Cheap Energy & The Future of Nuclear Power

    (Provided by Steven Nameroff - Tuesday, December 13, 2016)

The Economist, in 2007, reported that “America’s nuclear industry is about to embark on its biggest expansion in more than a generation. This will influence energy policy in the rest of the world”. It predicted that safety, management and regulatory types improvements would lead up to an “atomic renaissance” for  a nuclear energy industry crippled for years by the Three Mile Island and Chernobyl accidents.

Many countries were growing rapidly and increasing their demand for electricity. The nuclear industry had anticipated that this growth would force countries to revisit nuclear energy which had shown marked improvement.

Contrary to this anticipation, the amount of nuclear power generated electricity has seen a decline. Plants have been retired for nuclear power in the United States and other countries with the actual capability of assisting the power grid because of economic reasons. Smaller countries have scaled back their nuclear power efforts also.

The end result is that within the last twenty years, nuclear energy has gone from one fifth of the world’s electrical demand, to one half of that amount. Nuclear infrastructure in Japan including 50 reactors has been taken offline after the accident in Fukushima. A fear of accidents, strict safety regulations along with maintenance costs has caused the phasing out of nuclear energy.

Excluding the accidents that occurred at nuclear power plants, other foes of the program would include increased natural gas production, and wind and solar power programs that have been launched worldwide. The increasing movement against the utilization of fossil fuel has also impacted the interest in nuclear power. Nuclear power is not considered very “green”. This attitude has been adopted by many countries, both rich ones and poor ones worldwide.

Then there is the ever increasing cost of building nuclear plants, and associated massive overruns. For instance in Olkiluoto, Finland, a nuclear power plant under construction that started over ten years ago had an initial price tag of $4 billion, and at nine years behind schedule the reactor is not completed, and the overall total has been projected to be over $12 billion. The Areva company who was constructing the plant has been forced into bankruptcy and was required to merge with the state owned utility, EDF.

More recently with the relatively low cost of uranium, utility companies have been able to fund the exorbitant initial costs for building new nuclear power plants. Uranium has been proven a low cost fuel for nuclear power. In addition with increasing the amount of time that the plants were powered up, along with an extension of their years in service, their high operational costs were offset. Once the construction was paid down or off in some cases, these plants were considered to be a cash cow for the utility companies.

In the United States, with 100 reactors comprising about 25% of the worlds nuclear power, rising maintenance costs have disabled any financial benefit seen from low cost uranium and extended usage of their nuclear plants. In addition fracking for gas output and solar energy programs have further minimized the cost effectiveness of nuclear generated energy. It is said that the days of nuclear powered energy are numbered.
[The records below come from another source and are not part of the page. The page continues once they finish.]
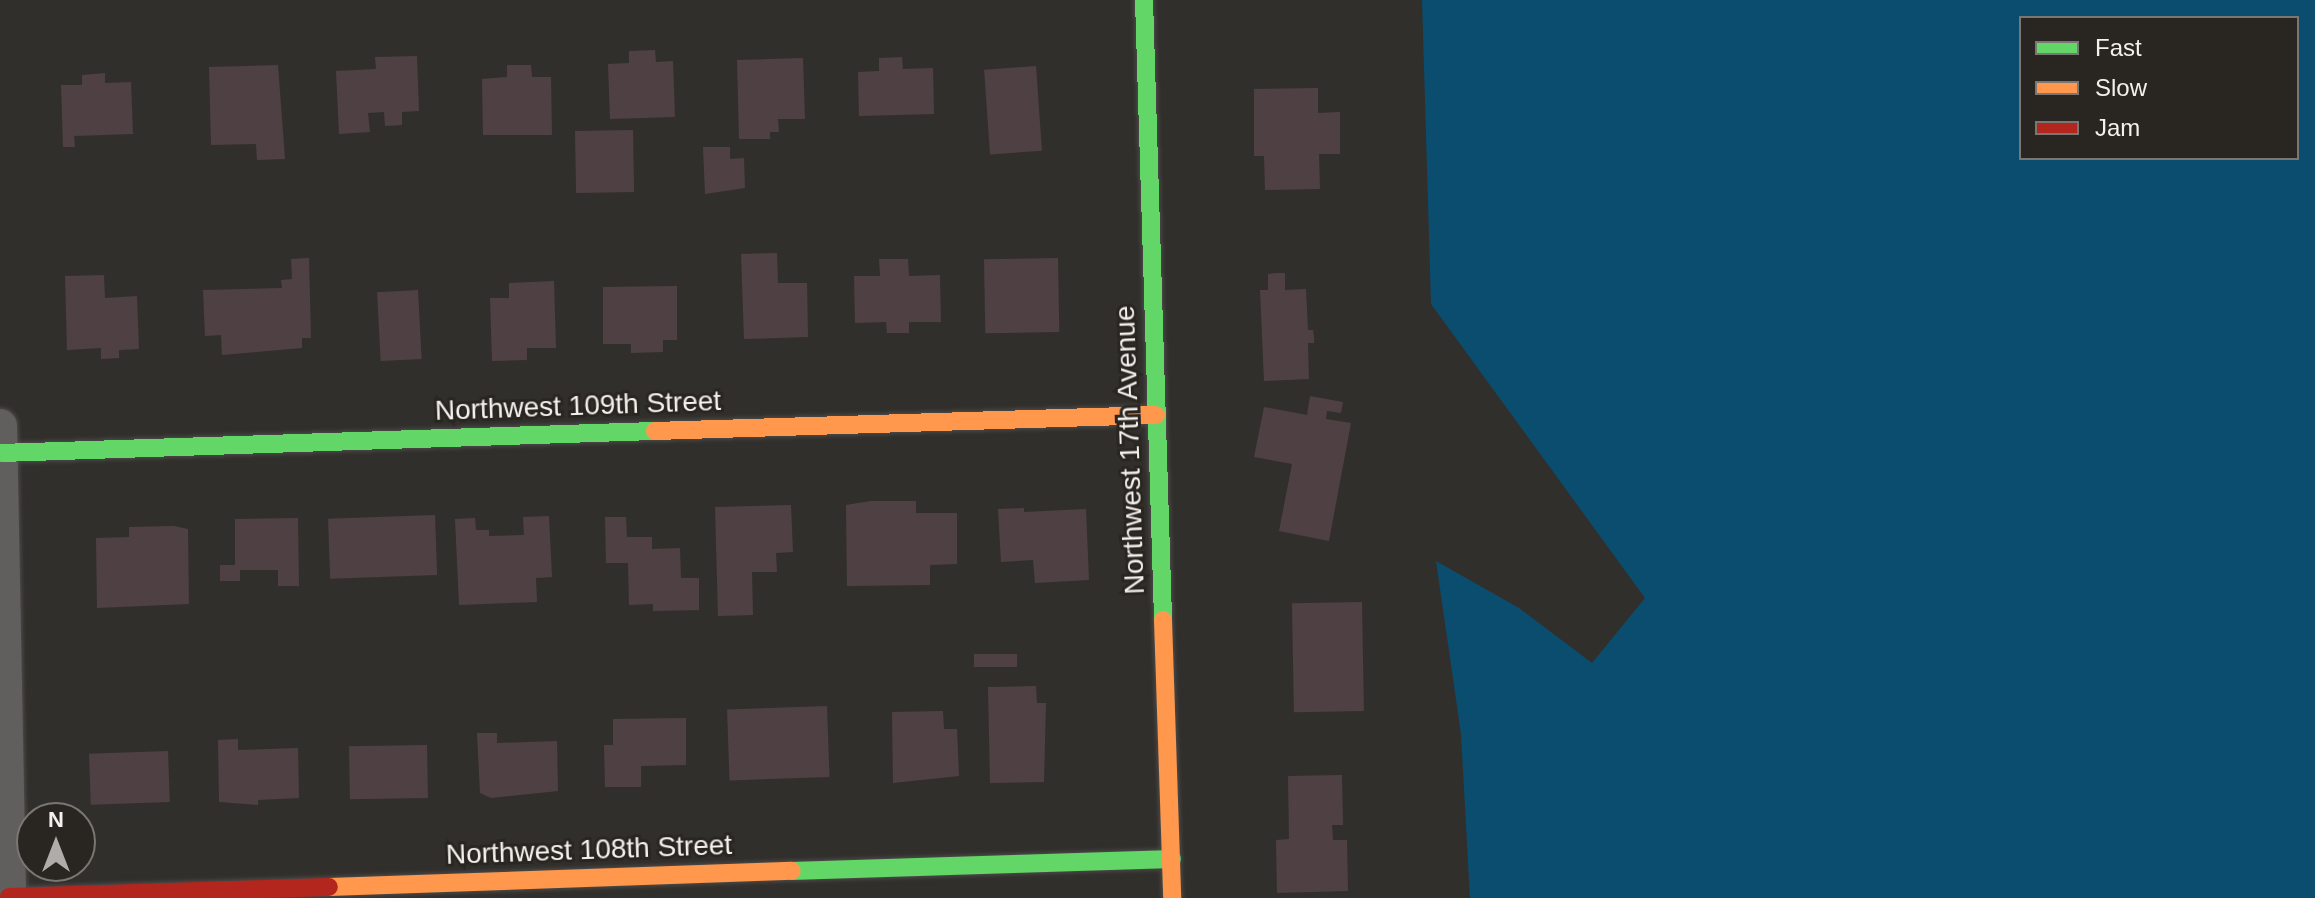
<!DOCTYPE html>
<style>
body{margin:0}
#map{position:relative;width:2315px;height:898px;overflow:hidden;background:#312f2c;font-family:Helvetica,sans-serif}
div>[style]{position:absolute}
.water>*{inset:0;background:#0b4d6e}
.building>*{inset:0;background:#4f4044;transform-origin:0 0}
.roads{filter:drop-shadow(0 0 2px #4d4b49) drop-shadow(0 0 2px #4d4b49)}
.street>*{height:34px;margin:-17px;padding:0 17px;transform-origin:17px;border-radius:17px;background:#615f5d}
.fast>*{height:18px;margin:-9px;padding:0 9px;transform-origin:9px;border-radius:9px;background:#63d668}
.slow>*{height:18px;margin:-9px;padding:0 9px;transform-origin:9px;border-radius:9px;background:#ff974d}
.jam>*{height:18px;margin:-9px;padding:0 9px;transform-origin:9px;border-radius:9px;background:#b3261e}
span{translate:-50% -50%;white-space:nowrap;text-align:center;line-height:1.15;-webkit-text-stroke:6px #292521;paint-order:stroke}
.street-label{font-size:28px;color:#f3f0ed}
.legend{position:absolute;left:2019px;top:16px;width:280px;height:144px;box-sizing:border-box;background:#292521;border:2px solid #7a7673;margin:0;padding:10px 14px;list-style:none;font-size:24px;color:#f3f0ed}
.legend li{display:flex;align-items:center;gap:16px;height:40px}
.legend b{width:40px;border:2px solid #7a7673}
.north{position:absolute;left:16px;top:802px;width:80px;height:80px;box-sizing:border-box;background:#292521;border:2px solid #7a7673;border-radius:50%;rotate:0deg;font-size:22px;font-weight:700;line-height:32px;text-align:center;color:#f3f0ed}
.north::after{content:'';display:block;margin:auto;width:28px;height:36px;background:#afaca9;clip-path:polygon(50% 0,100% 100%,50% 72%,0 100%)}
</style>
<div id="map">
<div class="water">
<i style="clip-path:polygon(evenodd,1422px 0,2315px 0,2315px 898px,1470px 898px,1461px 734px,1436px 561px,1519px 608px,1592px 663px,1645px 598px,1431px 304px,1422px 0,2021px 18px,2297px 18px,2297px 158px,2021px 158px,2021px 18px)"></i>
</div>
<div class="building">
<i style="clip-path:polygon(655px 50px,656px 62px,673px 61px,675px 117px,610px 119px,608px 64px,629px 63px,629px 51px)"></i>
<i style="clip-path:polygon(417px 56px,419px 111px,402px 112px,402px 125px,385px 126px,384px 112px,368px 113px,370px 132px,339px 134px,336px 71px,376px 69px,375px 57px)"></i>
<i style="clip-path:polygon(902px 57px,903px 69px,933px 68px,934px 114px,859px 116px,858px 72px,879px 71px,879px 58px)"></i>
<i style="clip-path:polygon(803px 58px,805px 119px,778px 119px,779px 132px,770px 132px,770px 139px,739px 139px,737px 60px)"></i>
<i style="clip-path:polygon(278px 65px,285px 159px,257px 160px,256px 144px,211px 145px,209px 67px)"></i>
<i style="clip-path:polygon(507px 65px,531px 65px,532px 77px,551px 77px,552px 135px,483px 135px,482px 79px,507px 77px)"></i>
<i style="left:1036px;top:66px;width:85px;height:52px;rotate:86deg"></i>
<i style="clip-path:polygon(105px 73px,105px 83px,131px 82px,133px 134px,74px 136px,75px 147px,63px 147px,61px 85px,82px 85px,82px 75px)"></i>
<i style="clip-path:polygon(1318px 88px,1318px 113px,1340px 112px,1340px 154px,1319px 154px,1320px 189px,1265px 190px,1264px 156px,1254px 156px,1254px 89px)"></i>
<i style="left:633px;top:130px;width:62px;height:58px;rotate:89deg"></i>
<i style="clip-path:polygon(703px 147px,730px 147px,730px 159px,744px 158px,745px 188px,705px 194px)"></i>
<i style="clip-path:polygon(777px 253px,778px 283px,807px 283px,808px 337px,744px 339px,741px 254px)"></i>
<i style="clip-path:polygon(309px 258px,311px 338px,302px 338px,302px 348px,222px 355px,221px 335px,205px 336px,203px 290px,282px 288px,281px 280px,292px 279px,291px 259px)"></i>
<i style="left:1058px;top:258px;width:74px;height:74px;rotate:89deg"></i>
<i style="clip-path:polygon(879px 259px,908px 259px,909px 276px,940px 275px,941px 322px,909px 322px,909px 333px,887px 333px,886px 322px,855px 323px,854px 276px,880px 276px)"></i>
<i style="clip-path:polygon(1276px 273px,1285px 273px,1285px 290px,1306px 289px,1308px 330px,1313px 330px,1314px 337px,1314px 343px,1308px 343px,1309px 379px,1264px 381px,1260px 290px,1268px 290px,1268px 274px)"></i>
<i style="clip-path:polygon(104px 275px,105px 298px,137px 296px,139px 349px,119px 350px,119px 358px,101px 359px,101px 348px,67px 350px,65px 276px)"></i>
<i style="clip-path:polygon(554px 281px,556px 348px,527px 348px,527px 360px,492px 361px,490px 298px,509px 298px,509px 283px)"></i>
<i style="clip-path:polygon(677px 286px,677px 340px,663px 340px,663px 352px,631px 353px,631px 344px,603px 344px,603px 287px)"></i>
<i style="left:418px;top:290px;width:69px;height:41px;rotate:87deg"></i>
<i style="clip-path:polygon(1310px 396px,1343px 402px,1341px 413px,1327px 411px,1326px 419px,1351px 423px,1329px 541px,1279px 531px,1292px 464px,1254px 457px,1264px 407px,1307px 415px)"></i>
<i style="clip-path:polygon(871px 501px,916px 501px,916px 513px,957px 513px,957px 564px,930px 565px,930px 585px,847px 586px,846px 505px)"></i>
<i style="clip-path:polygon(791px 505px,793px 552px,776px 553px,777px 572px,752px 572px,753px 615px,718px 616px,715px 507px)"></i>
<i style="clip-path:polygon(1024px 508px,1024px 512px,1086px 509px,1089px 580px,1035px 583px,1033px 560px,1001px 562px,998px 509px)"></i>
<i style="left:435px;top:515px;width:60px;height:107px;rotate:88deg"></i>
<i style="clip-path:polygon(549px 516px,552px 577px,536px 578px,537px 602px,459px 605px,455px 519px,475px 518px,476px 530px,489px 530px,489px 536px,524px 535px,523px 517px)"></i>
<i style="clip-path:polygon(605px 517px,626px 517px,627px 537px,652px 537px,652px 549px,680px 548px,681px 578px,699px 578px,699px 610px,653px 611px,653px 604px,629px 605px,628px 563px,606px 563px)"></i>
<i style="clip-path:polygon(298px 518px,299px 586px,278px 586px,278px 570px,240px 570px,240px 581px,220px 581px,220px 565px,235px 565px,235px 519px)"></i>
<i style="clip-path:polygon(174px 526px,188px 529px,189px 604px,97px 608px,96px 538px,129px 537px,129px 527px)"></i>
<i style="left:1362px;top:602px;width:109px;height:70px;rotate:89deg"></i>
<i style="left:974px;top:654px;width:43px;height:13px"></i>
<i style="clip-path:polygon(1036px 686px,1037px 703px,1046px 703px,1044px 782px,990px 783px,988px 687px)"></i>
<i style="left:827px;top:706px;width:71px;height:100px;rotate:88deg"></i>
<i style="clip-path:polygon(943px 711px,944px 729px,957px 729px,959px 776px,893px 783px,892px 712px)"></i>
<i style="clip-path:polygon(686px 718px,686px 765px,641px 766px,641px 787px,605px 787px,604px 745px,613px 745px,613px 719px)"></i>
<i style="clip-path:polygon(477px 733px,497px 733px,497px 743px,557px 741px,558px 791px,491px 798px,480px 793px)"></i>
<i style="clip-path:polygon(238px 739px,238px 750px,298px 748px,299px 798px,258px 800px,258px 805px,219px 802px,218px 740px)"></i>
<i style="left:427px;top:745px;width:53px;height:78px;rotate:89deg"></i>
<i style="left:168px;top:751px;width:51px;height:79px;rotate:88deg"></i>
<i style="clip-path:polygon(1342px 775px,1343px 825px,1332px 825px,1333px 840px,1347px 840px,1348px 891px,1277px 893px,1276px 840px,1289px 839px,1288px 776px)"></i>
</div>
<div class="roads">
<div class="street">
<i style="left:0;top:426px;width:472px;rotate:88.9deg"></i>
</div>
<div class="fast">
<i style="left:1144px;top:0;width:620px;rotate:88.24deg"></i>
<i style="left:1px;top:453px;width:654px;rotate:-1.93deg"></i>
<i style="left:792px;top:871px;width:380px;rotate:-1.8deg"></i>
</div>
<div class="slow">
<i style="left:655px;top:431px;width:501px;rotate:-1.83deg"></i>
<i style="left:1163px;top:620px;width:278px;rotate:88.1deg"></i>
<i style="left:329px;top:887px;width:463px;rotate:-2deg"></i>
</div>
<div class="jam">
<i style="left:9px;top:897px;width:320px;rotate:-1.8deg"></i>
</div>
</div>
<div class="street-label">
<span style="left:578px;top:406px;rotate:-2deg">Northwest 109th Street</span>
<span style="left:1130px;top:450px;rotate:-92deg">Northwest 17th Avenue</span>
<span style="left:589px;top:850px;rotate:-2deg">Northwest 108th Street</span>
</div>
<ul class="legend">
<li><b style="height:10px;background:#63d668"></b>Fast</li>
<li><b style="height:10px;background:#ff974d"></b>Slow</li>
<li><b style="height:10px;background:#b3261e"></b>Jam</li>
</ul>
<div class="north">N</div>
</div>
The U.S. has closed down 14 reactors.

Vietnam faced with a projected triple need for electricity had developed a plan for 10 nuclear reactors to be online by the year 2030. This plan was shot down by the National Assembly due to economic shortfalls. They are now planning to rely on liquefied natural gas, coal and renewable energy sources.

At about the same time of Vietnam’s opting out of building additional nuclear power plants, South Africa pulled its plan to construct 9 reactors also by the year of 2030, adding to the one they currently have. With a modern nuclear plant producing 1,000 megawatts of electricity per year, South Africa reduced its projected additional plan for 9,600 megawatts to just 1,359megawatts of a needed buildup of power.

China with its growing need for power added 8 new reactors to its power grid during 2015. An additional 21 reactors are scheduled for completion soon. With factors such as wind and an overabundance of coal power plants, the demand for nuclear generated power has decreased, and constant delays are affecting the additional power plant completion program. It is expected that they will fall woefully short of its projected 58 gigawatts of power capacity produced by nuclear power plants projected for 2020.

For all its drawbacks and problems, nuclear generated power continues to tout its advantages such as reliability and decreased carbon emissions. These factors have found their way into regulations for electricity auctions, and the restriction of carbon emissions for the more conventional power producers.

Their two fold approach for a renewal of nuclear generated power also includes decreasing the time it takes to build a nuclear reactor by using what is termed as SMR’s or small and modular reactors. These are much smaller and can be mass produced, thus cutting down the excessive time required to build a conventional reactor. They can also be beneficial to the more sensitive needs of smaller or developing countries. But this fairly new concept will require government developed standards and support.

Compounding the long standing effort to dismantle the nuclear reactor’s contribution to massive worldwide power grids are the recent elections in the U.S. giving the GOP control of energy policy. This group has long been skeptical about climate change and continues its intervention into energy markets. The age of nuclear generated power may eventually become a victim of politics.